A.I. Transcriber: Documentation
Transcribe your audio or video files. Utilizes OpenAI’s context-correcting Whisper model and Azure Cognitive Services processing for transcriptions with the ability to identify and tag multiple speakers.
How to Use the A.I. Audio Transcriber:
STEP 1: Upload your audio or video file.
STEP 2: Select your transcription settings (see the “Transcription Settings and Usage Notes” section below).
STEP 3: Begin transcription task (click “Start Transcription” button, visible once your file has been uploaded).
You will receive a pop-up message when your transcription task has started successfully, and the transcription task will be added to the table on the page with a Status of “In Progress”. The Status will change to a green checkmark when your transcription is ready.
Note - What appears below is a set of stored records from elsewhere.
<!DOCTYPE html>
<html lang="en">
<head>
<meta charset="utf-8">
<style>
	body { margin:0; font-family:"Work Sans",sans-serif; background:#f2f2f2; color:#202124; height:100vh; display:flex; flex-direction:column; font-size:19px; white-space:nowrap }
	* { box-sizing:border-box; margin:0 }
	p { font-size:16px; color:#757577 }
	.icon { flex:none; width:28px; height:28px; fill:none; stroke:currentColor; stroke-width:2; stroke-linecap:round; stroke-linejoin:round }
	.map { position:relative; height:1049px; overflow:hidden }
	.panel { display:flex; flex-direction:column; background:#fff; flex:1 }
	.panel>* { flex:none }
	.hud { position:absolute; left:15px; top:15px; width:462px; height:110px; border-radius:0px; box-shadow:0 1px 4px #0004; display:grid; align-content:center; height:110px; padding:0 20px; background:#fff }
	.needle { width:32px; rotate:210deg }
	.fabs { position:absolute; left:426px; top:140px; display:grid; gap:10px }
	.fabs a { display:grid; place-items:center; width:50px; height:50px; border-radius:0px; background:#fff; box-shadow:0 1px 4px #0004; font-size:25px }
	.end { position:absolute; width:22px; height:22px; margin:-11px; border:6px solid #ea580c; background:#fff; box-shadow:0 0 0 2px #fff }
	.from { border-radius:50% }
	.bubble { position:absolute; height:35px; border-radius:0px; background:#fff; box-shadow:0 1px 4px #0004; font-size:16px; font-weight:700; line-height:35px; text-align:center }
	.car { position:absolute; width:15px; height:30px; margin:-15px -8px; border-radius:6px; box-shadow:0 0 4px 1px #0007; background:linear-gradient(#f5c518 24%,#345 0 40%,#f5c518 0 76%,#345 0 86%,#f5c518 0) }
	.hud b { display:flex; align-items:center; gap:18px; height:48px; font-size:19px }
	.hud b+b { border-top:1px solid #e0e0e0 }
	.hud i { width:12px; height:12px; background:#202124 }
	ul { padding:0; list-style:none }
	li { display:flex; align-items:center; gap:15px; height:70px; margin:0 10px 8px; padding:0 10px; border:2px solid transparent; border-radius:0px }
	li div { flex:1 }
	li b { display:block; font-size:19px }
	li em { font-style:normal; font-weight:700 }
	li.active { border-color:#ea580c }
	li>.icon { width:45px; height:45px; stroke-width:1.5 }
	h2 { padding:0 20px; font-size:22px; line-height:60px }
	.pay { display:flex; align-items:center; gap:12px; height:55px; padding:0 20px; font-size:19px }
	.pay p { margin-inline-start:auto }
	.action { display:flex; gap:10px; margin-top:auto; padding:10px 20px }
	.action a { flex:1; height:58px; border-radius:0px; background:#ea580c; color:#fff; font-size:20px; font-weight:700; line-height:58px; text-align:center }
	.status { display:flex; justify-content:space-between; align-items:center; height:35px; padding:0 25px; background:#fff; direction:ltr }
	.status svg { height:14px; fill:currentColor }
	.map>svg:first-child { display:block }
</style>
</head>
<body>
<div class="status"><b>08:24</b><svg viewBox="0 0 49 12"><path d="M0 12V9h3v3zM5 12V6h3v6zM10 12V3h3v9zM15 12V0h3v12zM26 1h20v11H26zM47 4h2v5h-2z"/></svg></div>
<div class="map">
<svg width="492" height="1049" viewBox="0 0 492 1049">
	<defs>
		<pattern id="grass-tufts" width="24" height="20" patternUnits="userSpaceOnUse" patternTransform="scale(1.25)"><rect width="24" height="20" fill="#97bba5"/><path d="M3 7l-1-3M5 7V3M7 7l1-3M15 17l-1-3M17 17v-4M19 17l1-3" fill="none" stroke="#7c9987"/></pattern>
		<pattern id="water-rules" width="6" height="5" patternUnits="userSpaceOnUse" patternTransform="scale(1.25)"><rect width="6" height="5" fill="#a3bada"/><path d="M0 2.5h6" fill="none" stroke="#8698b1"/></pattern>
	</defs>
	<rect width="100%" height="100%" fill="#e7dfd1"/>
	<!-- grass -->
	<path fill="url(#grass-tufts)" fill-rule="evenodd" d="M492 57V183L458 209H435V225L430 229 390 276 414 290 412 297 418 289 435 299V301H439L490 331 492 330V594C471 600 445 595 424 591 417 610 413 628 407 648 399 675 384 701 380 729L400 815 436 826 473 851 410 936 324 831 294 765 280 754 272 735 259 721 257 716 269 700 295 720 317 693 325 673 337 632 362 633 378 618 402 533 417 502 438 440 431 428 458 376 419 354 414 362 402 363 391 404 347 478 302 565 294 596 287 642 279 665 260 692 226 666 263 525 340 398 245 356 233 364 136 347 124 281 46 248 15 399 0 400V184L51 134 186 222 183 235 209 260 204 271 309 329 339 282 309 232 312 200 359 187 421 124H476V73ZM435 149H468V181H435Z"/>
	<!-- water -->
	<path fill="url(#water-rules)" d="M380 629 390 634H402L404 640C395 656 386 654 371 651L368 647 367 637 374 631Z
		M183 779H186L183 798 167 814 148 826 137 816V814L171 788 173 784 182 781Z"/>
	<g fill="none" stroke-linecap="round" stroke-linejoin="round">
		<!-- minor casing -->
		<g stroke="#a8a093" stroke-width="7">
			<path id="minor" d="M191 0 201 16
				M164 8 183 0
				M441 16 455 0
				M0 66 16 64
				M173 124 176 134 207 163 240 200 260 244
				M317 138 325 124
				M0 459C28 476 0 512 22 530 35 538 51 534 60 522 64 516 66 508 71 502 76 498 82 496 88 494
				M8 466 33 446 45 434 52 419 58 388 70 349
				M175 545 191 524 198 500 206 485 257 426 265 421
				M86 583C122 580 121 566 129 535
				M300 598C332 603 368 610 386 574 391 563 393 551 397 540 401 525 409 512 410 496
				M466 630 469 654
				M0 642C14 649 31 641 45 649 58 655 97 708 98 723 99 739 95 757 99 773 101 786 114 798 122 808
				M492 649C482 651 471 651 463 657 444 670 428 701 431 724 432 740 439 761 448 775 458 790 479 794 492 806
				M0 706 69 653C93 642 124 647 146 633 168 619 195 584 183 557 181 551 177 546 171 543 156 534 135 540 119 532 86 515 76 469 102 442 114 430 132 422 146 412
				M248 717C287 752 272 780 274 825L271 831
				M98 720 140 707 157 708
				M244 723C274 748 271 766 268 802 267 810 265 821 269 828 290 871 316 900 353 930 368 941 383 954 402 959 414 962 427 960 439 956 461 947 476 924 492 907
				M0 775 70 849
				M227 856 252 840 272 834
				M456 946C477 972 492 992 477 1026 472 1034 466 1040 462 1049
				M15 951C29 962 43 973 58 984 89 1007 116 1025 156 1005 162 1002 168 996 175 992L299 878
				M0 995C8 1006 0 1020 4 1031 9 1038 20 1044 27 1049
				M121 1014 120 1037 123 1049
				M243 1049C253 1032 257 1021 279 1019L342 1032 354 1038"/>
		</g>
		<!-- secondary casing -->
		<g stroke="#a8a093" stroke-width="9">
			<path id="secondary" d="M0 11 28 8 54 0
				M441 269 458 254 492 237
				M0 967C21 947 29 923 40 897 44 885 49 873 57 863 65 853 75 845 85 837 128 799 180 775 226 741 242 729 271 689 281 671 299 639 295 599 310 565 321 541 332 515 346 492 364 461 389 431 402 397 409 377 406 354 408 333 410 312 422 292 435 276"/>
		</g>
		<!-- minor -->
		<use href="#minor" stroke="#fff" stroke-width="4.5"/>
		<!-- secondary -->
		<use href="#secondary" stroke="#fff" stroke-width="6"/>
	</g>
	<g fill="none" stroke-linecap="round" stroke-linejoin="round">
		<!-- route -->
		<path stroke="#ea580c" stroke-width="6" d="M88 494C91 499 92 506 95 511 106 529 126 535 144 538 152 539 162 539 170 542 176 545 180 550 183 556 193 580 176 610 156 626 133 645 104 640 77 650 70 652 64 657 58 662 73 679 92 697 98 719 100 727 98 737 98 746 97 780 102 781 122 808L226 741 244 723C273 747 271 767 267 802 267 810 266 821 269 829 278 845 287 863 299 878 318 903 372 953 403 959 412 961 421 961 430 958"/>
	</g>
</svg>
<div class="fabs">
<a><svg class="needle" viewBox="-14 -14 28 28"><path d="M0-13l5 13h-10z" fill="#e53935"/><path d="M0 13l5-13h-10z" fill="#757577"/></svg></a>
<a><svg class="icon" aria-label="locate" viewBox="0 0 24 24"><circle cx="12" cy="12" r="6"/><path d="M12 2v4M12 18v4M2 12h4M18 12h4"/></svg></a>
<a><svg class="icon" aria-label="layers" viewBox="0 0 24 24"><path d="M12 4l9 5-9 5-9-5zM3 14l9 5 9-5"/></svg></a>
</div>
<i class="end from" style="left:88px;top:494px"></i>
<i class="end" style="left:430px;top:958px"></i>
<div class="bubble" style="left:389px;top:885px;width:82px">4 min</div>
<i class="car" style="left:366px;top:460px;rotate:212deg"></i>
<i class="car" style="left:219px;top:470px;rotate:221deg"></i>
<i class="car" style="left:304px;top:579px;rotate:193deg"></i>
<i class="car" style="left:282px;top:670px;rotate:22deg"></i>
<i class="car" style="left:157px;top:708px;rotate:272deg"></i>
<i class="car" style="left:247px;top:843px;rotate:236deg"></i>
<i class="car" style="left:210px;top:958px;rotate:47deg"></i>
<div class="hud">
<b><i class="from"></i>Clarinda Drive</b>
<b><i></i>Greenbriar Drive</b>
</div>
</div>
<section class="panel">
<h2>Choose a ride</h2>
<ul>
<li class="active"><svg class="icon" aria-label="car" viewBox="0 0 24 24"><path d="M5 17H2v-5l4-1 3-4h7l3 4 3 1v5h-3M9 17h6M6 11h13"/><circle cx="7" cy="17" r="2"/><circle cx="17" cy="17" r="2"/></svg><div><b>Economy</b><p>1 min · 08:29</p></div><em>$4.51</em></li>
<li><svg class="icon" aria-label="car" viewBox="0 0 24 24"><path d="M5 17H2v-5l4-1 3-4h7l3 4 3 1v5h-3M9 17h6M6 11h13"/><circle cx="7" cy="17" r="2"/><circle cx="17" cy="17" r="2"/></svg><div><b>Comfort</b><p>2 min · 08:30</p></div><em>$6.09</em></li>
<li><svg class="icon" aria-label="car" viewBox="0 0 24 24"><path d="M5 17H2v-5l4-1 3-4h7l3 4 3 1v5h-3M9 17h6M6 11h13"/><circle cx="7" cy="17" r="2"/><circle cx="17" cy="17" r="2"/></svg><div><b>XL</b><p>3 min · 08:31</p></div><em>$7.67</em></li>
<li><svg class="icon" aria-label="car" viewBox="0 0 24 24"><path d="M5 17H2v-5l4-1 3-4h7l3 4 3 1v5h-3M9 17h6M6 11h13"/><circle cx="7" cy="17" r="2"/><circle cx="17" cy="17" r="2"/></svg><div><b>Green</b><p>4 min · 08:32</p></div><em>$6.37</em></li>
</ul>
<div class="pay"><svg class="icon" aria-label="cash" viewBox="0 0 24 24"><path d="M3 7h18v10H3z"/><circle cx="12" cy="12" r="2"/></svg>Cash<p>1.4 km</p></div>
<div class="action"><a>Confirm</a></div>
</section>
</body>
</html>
Depending on the length and quality of your audio recording and on other factors such as server load, it can take a few minutes for your transcription to complete. You do not need to keep the page open for the progress to continue. You can select the “Send Email When Ready” option when you begin your transcription to be notified when the transcription task has completed.
Accessing and Using Your Transcriptions:
Once your transcription is ready, you will see three Action buttons for each transcription in the table on the page:
Chat: Creates a new, specialized “Transcript Chat” session in A.I. Chat for Professionals, loaded with the full transcription text as context. Powerful for creating summaries and analyses from your transcript (such as meeting minutes, interview summaries, key theme extraction).
Read: Loads your transcription into the viewing pane at the bottom of the page. From there, you can also select Copy (copies the full transcription text to your clipboard) or Download (downloads the full transcription text as a .txt file).
Delete: Permanently deletes the transcription task and results.
Transcription Settings and Usage Notes:
You must set the following settings before you begin a transcription:
Identify Speakers: The A.I. will identify unique speakers within multi-speaker recordings and attribute words to the people who spoke them (tagged as “Speaker 1”, “Speaker 2” and so on). When selected, you will be prompted to select a maximum number of speakers that the A.I. should attempt to identify, up to a maximum of 35. Providing an accurate number of speakers who are actually heard in the file can help to improve its speaker identification performance. Timestamps are always included when Identify Speakers is selected. Speaker Identification accuracy is quite good and sufficient for most purposes, but not perfect. The clearer the recording, the better the performance.
Include Timestamps. Adds timestamps to the transcriptions. Allows you to select timestamp duration in seconds (i.e., the time interval between timestamps). Timestamps are always included when Identify Speakers is selected, and are automatically tagged when the current speaker switches.
Send Email When Ready. Depending on the length and quality of your audio recording and on other factors such as server load, it can take a few minutes for your transcription to complete. Select the Send Email When Ready button to be notified when it is complete — no need to keep the Transcriber tool open and sit around waiting for it.
Language. Select the language that the speakers in your audio recording are speaking. Current options: English and French.
Other notes:
- Upload almost any format or size of audio or video file for audio transcription.
- You can have multiple transcriptions running simultaneously.
Qoken Consumption (Usage):
Qoken usage: 1.20 Qokens per hour of audio transcribed.